The Submissions Agreement

Although the events are videotaped, the project in general is not envisioned to be about art videos. A Submissions Agreement allows us to remix and edit your contributions, so that we can broadcast videos focusing on events as well as individual teams/artists. For this reason, we are primarily looking for unedited or slightly edited footage.

If you want your video to be considered as a stand-alone, finished work–as long as it is clearly made for this project, we will host it, though you will have to add a video bumper and we may use excerpts as above. Aim for five minutes. We expect work to be made for this event and to not include any commercial elements, other than your own branding. We will not sell your works.

How to Submit Your Work

  1. Please send about five minutes of original video (10 minutes max) per event, created for this project, in an MP4 or MOV format.
  2. All videos must be accompanied by a Submissions Agreement
  3. Email video and Agreement to Sculptureracing@gmail.com. In the subject line first put: “Festival – [Your name/team name]”.
  4. This is the first time we’ve done anything like this, so we may need to change parts of this. It’s a good idea to let us know you’re planning to submit, so we can tell you about any changes or opportunities.

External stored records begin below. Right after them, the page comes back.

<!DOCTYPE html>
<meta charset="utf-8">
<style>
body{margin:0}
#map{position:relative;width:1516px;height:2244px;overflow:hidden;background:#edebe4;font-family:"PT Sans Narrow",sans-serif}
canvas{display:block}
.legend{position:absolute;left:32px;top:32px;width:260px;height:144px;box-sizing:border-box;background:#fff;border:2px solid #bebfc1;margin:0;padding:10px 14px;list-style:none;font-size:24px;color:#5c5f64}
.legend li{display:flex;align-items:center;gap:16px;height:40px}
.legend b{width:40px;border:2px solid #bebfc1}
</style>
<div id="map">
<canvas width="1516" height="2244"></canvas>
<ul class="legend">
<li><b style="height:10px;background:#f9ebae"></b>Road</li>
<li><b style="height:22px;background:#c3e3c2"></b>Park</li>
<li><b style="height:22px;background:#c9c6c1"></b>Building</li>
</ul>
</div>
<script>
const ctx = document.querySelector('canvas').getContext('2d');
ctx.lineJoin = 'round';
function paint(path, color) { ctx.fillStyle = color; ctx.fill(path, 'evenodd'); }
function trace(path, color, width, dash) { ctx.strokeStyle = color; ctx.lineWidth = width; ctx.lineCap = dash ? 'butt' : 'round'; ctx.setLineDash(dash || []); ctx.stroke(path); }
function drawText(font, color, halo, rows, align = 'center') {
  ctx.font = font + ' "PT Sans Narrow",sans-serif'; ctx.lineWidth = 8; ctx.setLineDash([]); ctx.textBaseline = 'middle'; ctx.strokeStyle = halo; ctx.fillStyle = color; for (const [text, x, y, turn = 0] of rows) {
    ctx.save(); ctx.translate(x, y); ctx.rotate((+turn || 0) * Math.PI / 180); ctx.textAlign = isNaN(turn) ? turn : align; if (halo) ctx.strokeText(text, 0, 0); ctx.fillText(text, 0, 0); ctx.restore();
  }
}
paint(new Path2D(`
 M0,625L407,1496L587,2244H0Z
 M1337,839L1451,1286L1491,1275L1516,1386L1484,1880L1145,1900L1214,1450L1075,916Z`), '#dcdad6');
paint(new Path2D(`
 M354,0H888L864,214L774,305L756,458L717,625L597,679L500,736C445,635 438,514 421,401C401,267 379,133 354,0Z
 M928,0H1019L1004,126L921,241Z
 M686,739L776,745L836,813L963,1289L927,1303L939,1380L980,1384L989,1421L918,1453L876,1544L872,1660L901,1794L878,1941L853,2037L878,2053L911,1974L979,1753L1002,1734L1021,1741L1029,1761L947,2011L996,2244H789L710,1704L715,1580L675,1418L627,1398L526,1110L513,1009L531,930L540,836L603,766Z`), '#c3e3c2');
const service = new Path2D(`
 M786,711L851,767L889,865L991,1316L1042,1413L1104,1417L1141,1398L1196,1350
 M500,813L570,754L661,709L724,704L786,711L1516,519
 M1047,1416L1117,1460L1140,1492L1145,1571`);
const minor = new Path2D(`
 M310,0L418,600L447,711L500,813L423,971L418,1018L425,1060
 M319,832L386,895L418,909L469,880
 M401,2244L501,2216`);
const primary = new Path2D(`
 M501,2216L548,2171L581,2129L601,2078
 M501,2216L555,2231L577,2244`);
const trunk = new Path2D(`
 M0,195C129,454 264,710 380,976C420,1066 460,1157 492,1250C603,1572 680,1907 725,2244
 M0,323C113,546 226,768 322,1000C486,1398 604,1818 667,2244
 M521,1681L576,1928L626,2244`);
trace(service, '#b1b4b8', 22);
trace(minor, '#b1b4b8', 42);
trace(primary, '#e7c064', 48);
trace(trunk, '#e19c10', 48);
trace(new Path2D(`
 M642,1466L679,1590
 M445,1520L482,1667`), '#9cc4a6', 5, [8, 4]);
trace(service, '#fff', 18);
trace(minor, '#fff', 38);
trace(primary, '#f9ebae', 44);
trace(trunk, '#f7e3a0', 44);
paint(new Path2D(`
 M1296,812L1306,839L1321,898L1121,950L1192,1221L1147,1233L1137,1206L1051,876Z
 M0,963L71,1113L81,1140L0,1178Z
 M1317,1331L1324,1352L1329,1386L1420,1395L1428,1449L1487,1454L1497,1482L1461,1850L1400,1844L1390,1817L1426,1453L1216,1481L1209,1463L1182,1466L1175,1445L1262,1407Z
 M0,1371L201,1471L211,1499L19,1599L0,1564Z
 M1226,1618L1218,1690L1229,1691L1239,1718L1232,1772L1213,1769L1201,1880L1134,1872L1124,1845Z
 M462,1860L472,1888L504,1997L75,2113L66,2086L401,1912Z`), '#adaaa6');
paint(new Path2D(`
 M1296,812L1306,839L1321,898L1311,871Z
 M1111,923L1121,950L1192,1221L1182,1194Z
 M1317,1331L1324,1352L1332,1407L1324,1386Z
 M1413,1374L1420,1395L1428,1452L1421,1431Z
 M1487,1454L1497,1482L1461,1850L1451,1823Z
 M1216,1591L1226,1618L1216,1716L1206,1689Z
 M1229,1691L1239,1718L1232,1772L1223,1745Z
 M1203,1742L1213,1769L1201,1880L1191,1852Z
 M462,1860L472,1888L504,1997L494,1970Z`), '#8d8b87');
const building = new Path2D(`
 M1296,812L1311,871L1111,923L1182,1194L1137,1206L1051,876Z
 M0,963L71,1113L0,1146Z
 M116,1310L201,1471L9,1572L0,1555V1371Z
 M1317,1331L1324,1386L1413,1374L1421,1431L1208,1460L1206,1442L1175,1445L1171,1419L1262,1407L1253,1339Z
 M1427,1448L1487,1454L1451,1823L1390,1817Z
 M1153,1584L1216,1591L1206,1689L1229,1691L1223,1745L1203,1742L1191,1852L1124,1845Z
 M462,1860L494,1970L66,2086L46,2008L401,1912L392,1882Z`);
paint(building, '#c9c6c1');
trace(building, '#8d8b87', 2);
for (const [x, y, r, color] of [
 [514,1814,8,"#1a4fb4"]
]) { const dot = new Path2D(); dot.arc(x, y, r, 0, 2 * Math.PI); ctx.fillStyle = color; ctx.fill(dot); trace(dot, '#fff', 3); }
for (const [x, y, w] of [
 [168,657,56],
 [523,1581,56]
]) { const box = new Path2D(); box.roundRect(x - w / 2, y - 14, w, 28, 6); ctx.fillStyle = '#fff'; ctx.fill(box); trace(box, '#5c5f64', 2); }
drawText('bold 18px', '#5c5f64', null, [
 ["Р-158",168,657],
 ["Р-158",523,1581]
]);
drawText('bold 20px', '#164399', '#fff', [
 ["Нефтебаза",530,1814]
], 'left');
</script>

Also keep an eye on our website.

About People’s Sculpture Racing

People’s Sculpture Racing, a Cambridge-based voluntary group under the fiscal umbrella of The Cambridge Arts Council, produces two annual outdoors races of artists’ and community-built sculptures, and organizes STEAM racing-sculpture courses. Please see our website for more about us.

Please be sensible and follow isolation rules.
Stay at home; do minimal shopping
If you stage your event outdoors, don’t attract spectators.